Battle for Washington N.F.L. Workforce May Tighten Snyder’s Grip on It

Fight for Washington N.F.L. Team Could Tighten Snyder's Grip on It

Snyder alleges in court records that Schar intended, in retaliation, to leak negative information about Snyder’s personal life and the way the team worked to the news media in hopes that it would be harmful enough to force him to sell. Selling the entire team – not just Snyder’s stake, but Schar, Smith and Rothman’s stakes as well – would add significantly to the value of the non-voting shares the three minority partners have tried to sell since spring.

A Schar attorney did not respond to a request for comment.

The team, 6-7 but on their way to a playoff spot, played better this season under a new coach. It’s at the top of its chaotic division with three regular season games.

However, Snyder has been haunted by controversy, including allegations by cheerleaders that they were sexually harassed and intimidated by well-heeled supporters and team employees, as well as allegations of widespread sexual harassment in the team’s front office, which the league is still investigating.

However, according to people knowledgeable of the negotiations, the NFL owners believe Schar has crossed a line to publicly slander Snyder. Even so, knocking out an owner or part owner is seen as a rare last resort, and that’s why they’re pushing for an agreement in which Snyder would buy up the partners.

According to the plan being worked out by the partners ‘representatives, Schars’ proceeds would be cut by millions of dollars as punishment for attempting to publicly undermine Snyder, according to three people aware of the possible penalties. Even then, he’ll walk away with hundreds of millions of dollars.

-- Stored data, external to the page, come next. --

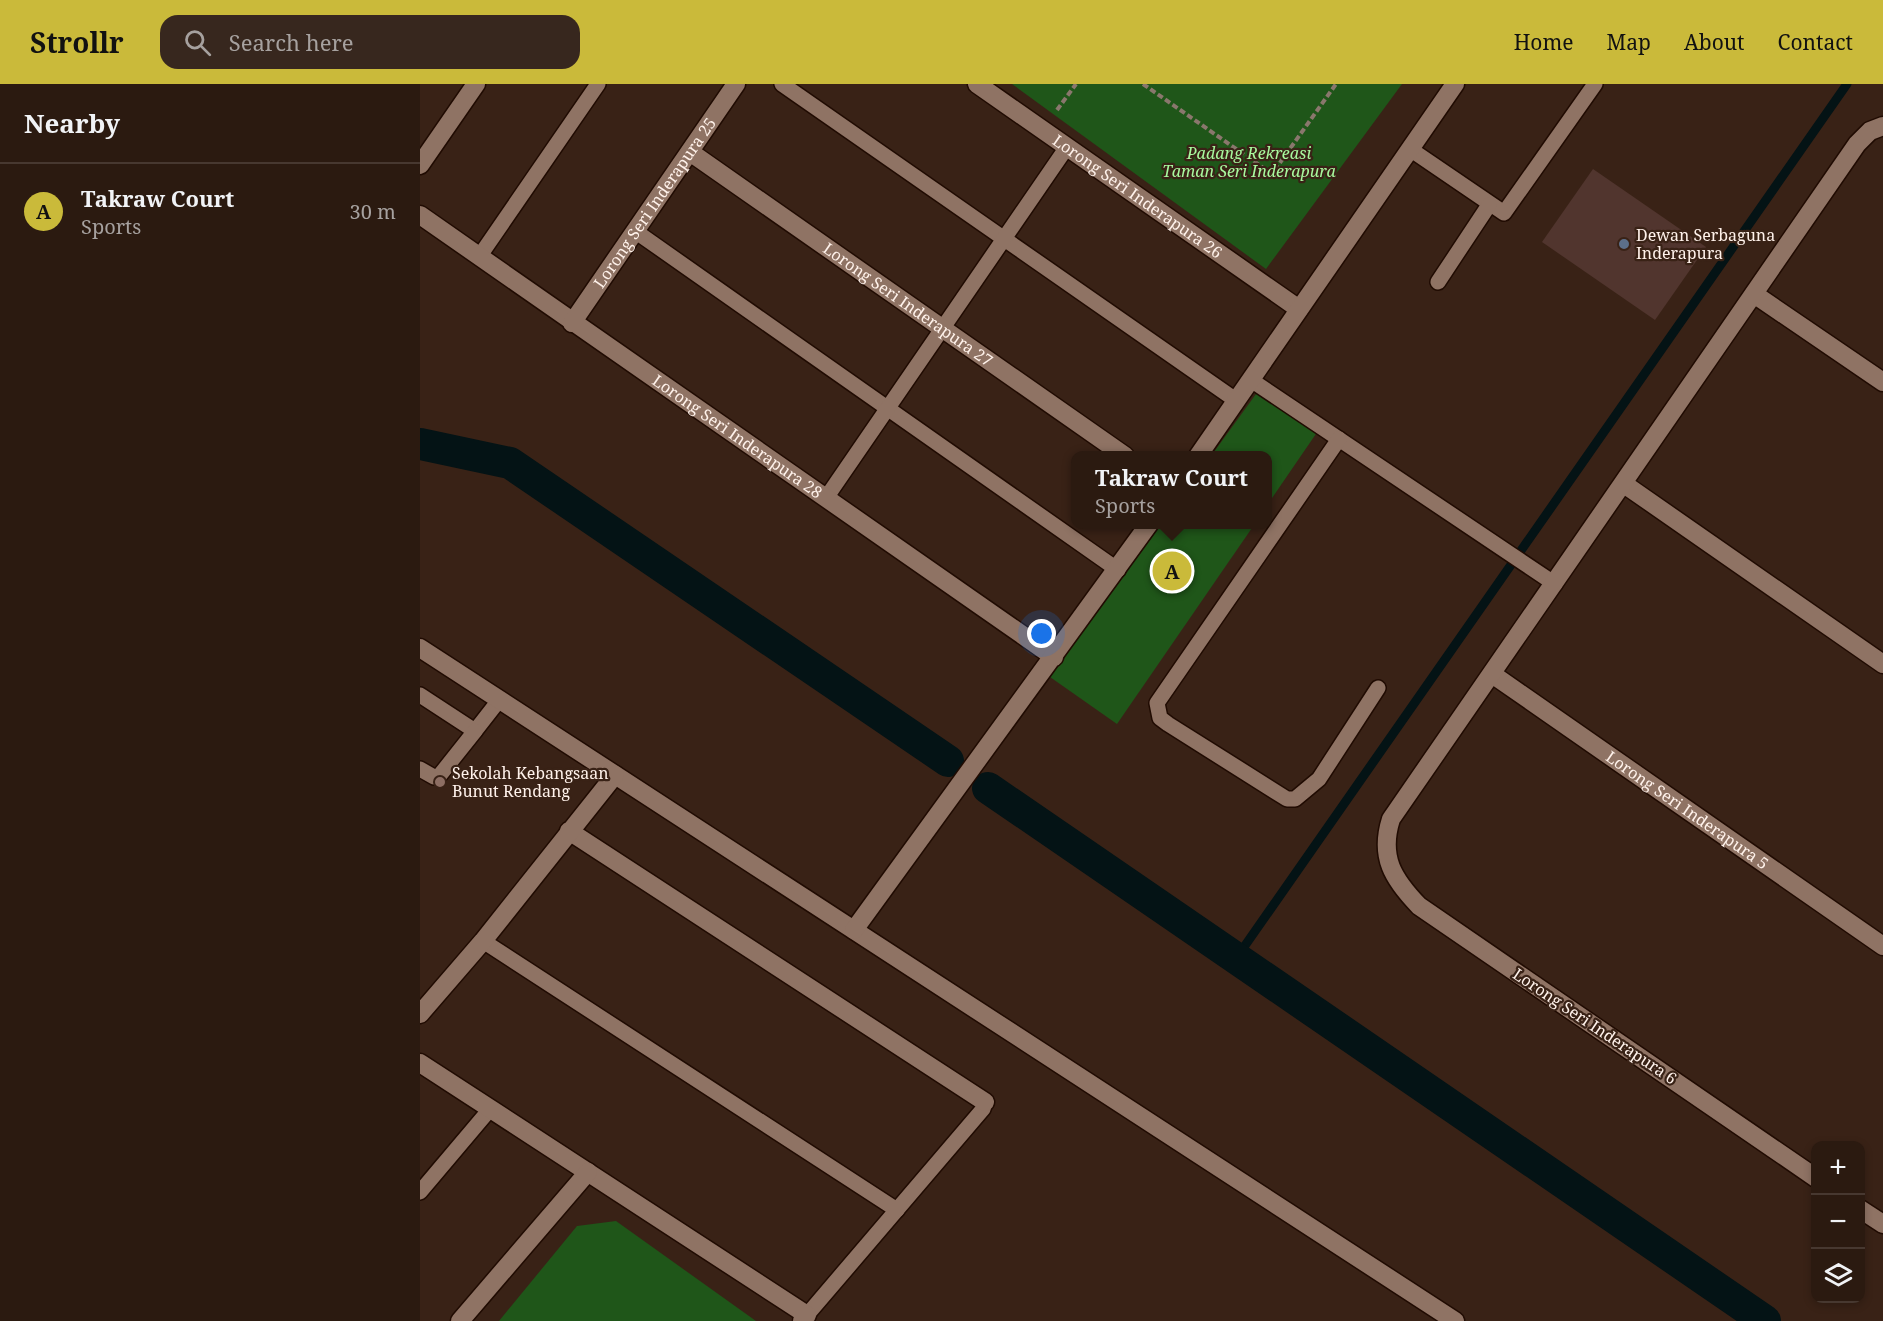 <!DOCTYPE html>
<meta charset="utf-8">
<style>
:root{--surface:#2b1a10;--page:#37271e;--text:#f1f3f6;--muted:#a6a19f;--line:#473830;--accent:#caba3a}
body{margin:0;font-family:"Noto Serif",serif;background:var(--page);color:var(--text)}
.controls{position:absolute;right:18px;bottom:18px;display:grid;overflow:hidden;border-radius:12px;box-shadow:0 3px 9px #0003}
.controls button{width:54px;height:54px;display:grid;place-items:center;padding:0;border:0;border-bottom:2px solid var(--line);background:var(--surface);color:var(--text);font:30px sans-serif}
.you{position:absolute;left:622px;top:550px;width:21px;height:21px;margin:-15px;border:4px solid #fff;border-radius:50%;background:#1a73e8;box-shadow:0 0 0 9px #1a73e833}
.badge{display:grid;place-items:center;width:39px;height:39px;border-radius:50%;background:var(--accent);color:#111;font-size:20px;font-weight:700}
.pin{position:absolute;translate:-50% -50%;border:3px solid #fff;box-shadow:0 2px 6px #0006}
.popup{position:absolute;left:651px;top:367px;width:201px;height:78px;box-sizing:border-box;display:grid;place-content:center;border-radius:12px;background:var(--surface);filter:drop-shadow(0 2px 4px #0005);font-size:20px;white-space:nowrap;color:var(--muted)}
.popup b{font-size:22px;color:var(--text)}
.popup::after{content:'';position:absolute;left:50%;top:100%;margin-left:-12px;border:12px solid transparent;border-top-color:var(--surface)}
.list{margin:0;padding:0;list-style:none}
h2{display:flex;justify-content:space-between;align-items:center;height:78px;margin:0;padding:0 24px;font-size:26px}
h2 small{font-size:20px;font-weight:400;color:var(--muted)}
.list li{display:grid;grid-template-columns:39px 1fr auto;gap:18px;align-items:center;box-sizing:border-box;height:96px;padding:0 24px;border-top:2px solid var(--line)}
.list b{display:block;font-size:22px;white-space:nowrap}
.list p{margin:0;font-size:20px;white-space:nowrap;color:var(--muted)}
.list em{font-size:20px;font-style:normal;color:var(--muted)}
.icon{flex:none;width:33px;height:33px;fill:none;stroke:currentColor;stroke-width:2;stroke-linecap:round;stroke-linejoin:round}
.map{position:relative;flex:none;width:1463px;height:1237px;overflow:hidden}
header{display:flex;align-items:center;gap:36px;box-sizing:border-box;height:84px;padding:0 30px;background:var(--accent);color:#111}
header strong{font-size:28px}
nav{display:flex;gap:33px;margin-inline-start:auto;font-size:21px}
.search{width:420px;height:54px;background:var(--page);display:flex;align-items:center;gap:15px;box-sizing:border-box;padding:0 21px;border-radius:18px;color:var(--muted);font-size:22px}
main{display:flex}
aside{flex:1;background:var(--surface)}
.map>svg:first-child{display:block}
.green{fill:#1f5619}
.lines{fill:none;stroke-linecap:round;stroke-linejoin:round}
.stream{stroke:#041315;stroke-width:9}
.canal{stroke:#041315;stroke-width:32}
.building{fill:#51352e}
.lane-casing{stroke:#200b02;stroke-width:18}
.street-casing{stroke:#200b02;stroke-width:21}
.path{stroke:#8a776d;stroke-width:4;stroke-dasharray:6 3;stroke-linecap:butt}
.lane{stroke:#8f7364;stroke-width:15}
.street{stroke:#8f7364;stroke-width:18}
.service-dot{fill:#5c6f8a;stroke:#392216;stroke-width:2}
.education-dot{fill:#8d6e63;stroke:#392216;stroke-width:2}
.labels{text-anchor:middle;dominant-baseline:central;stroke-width:4.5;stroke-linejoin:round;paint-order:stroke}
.park-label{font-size:16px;font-style:italic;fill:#a8f99e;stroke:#392216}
.street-label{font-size:16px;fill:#fff2eb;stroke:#392216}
.poi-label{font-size:16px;fill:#fff2eb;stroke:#392216;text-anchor:start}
</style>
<header>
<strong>Strollr</strong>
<div class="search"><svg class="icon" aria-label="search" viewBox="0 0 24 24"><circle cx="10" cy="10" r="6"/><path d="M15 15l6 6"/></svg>Search here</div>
<nav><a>Home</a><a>Map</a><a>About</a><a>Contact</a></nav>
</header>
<main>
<aside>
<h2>Nearby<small></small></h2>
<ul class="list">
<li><span class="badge">A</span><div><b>Takraw Court</b><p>Sports</p></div><em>30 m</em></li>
</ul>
</aside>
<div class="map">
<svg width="1463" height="1237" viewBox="0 0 1463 1237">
<rect width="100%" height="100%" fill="#392216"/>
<g class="green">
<path d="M592 0H982L846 185Z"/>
<path d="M844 299 900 344 848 420V372H791Z"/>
<path d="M741 441H834L697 640 630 593Z"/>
<path d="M196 1137 336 1237H79L157 1142Z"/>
</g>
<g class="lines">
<path class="stream" d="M817 873 1427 0"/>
<g class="canal">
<path d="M0 360 90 379 528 677"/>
<path d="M568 704 1345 1237"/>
</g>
</g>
<path class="building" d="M1173 85 1286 163 1235 236 1122 158Z"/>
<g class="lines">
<defs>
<g id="lane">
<path d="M362 0 817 317"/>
<path d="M990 65 1084 129 1175 0"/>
<path d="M215 147 698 486"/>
<path d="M59 173 178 0"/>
<path d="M1018 198 1069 121"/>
<path d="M831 296 1135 500"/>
<path d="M919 355 737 619 740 634 748 640 867 715H875L899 695 958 604"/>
<path d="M406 414 647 63"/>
<path d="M0 611 55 647 80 615"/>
<path d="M0 685 14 693 20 691 55 647"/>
<path d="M63 857 477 1126"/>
<path d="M0 1108 71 1024"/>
<path d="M387 1231 563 1025 565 1018"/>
</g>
<g id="street">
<path id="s1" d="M557 0 879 225"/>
<path id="s2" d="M270 68 705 372"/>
<path d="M0 81 56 0"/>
<path id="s3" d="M0 131 634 573"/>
<path d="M1334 210 1463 298"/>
<path id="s4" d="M152 239 316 0"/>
<path d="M778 372 1035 0"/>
<path d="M1204 400 1463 580"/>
<path d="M0 564 1035 1237"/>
<path id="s5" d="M1072 590 1463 862"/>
<path d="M149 747 565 1018"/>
<path d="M434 846 729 440"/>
<path d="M0 930 63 857 195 691"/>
<path d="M0 979 387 1231 382 1237"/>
<path d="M1396 1094 999 822C973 795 959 773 971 735L1437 60 1450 47 1463 42"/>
<path d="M1440 1125 1463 1140"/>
<path d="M40 1237 168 1088"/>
</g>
</defs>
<use href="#lane" class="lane-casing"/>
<use href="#street" class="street-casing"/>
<g class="path">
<path d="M723 0 852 90 916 0"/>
<path d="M637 26 656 0"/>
</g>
<use href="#lane" class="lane"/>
<use href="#street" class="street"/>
</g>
<circle class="service-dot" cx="1204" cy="160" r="6"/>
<circle class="education-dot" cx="20" cy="698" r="6"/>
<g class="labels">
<g class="park-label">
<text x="829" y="69">Padang Rekreasi<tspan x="829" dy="18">Taman Seri Inderapura</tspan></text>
</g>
<g class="street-label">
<text stroke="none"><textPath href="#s1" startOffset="196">Lorong Seri Inderapura 26</textPath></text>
<text stroke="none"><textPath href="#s4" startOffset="146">Lorong Seri Inderapura 25</textPath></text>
<text stroke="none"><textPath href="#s2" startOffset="266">Lorong Seri Inderapura 27</textPath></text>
<text stroke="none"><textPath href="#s3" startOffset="387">Lorong Seri Inderapura 28</textPath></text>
<text stroke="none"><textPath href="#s5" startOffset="238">Lorong Seri Inderapura 5</textPath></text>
<text transform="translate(1175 942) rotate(34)">Lorong Seri Inderapura 6</text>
</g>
<g class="poi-label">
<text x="1216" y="151">Dewan Serbaguna<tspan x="1216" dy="18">Inderapura</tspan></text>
<text x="32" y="689">Sekolah Kebangsaan<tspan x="32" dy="18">Bunut Rendang</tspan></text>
</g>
</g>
</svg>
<div class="controls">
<button>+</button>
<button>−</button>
<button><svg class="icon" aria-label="layers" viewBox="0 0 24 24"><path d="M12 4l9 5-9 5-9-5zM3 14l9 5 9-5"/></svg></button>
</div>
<div class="you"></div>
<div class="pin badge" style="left:752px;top:487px">A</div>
<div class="popup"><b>Takraw Court</b>Sports</div>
</div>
</main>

“The most important thing for the league is its image,” said Upton Bell, a longtime team leader and son of former NFL commissioner Bert Bell, about property disputes in general. “They want it to look like Disney World when it isn’t. It’s business, it’s not a moral universe. “

The fight is essentially about money.

Limited partners were disappointed in May when Snyder stopped paying annual dividends to Schar, Rothman, Smith and other limited partners during the height of the coronavirus pandemic that threatened the upcoming NFL season. He didn’t explain the decision, but it was consistent with similar steps taken by other owners.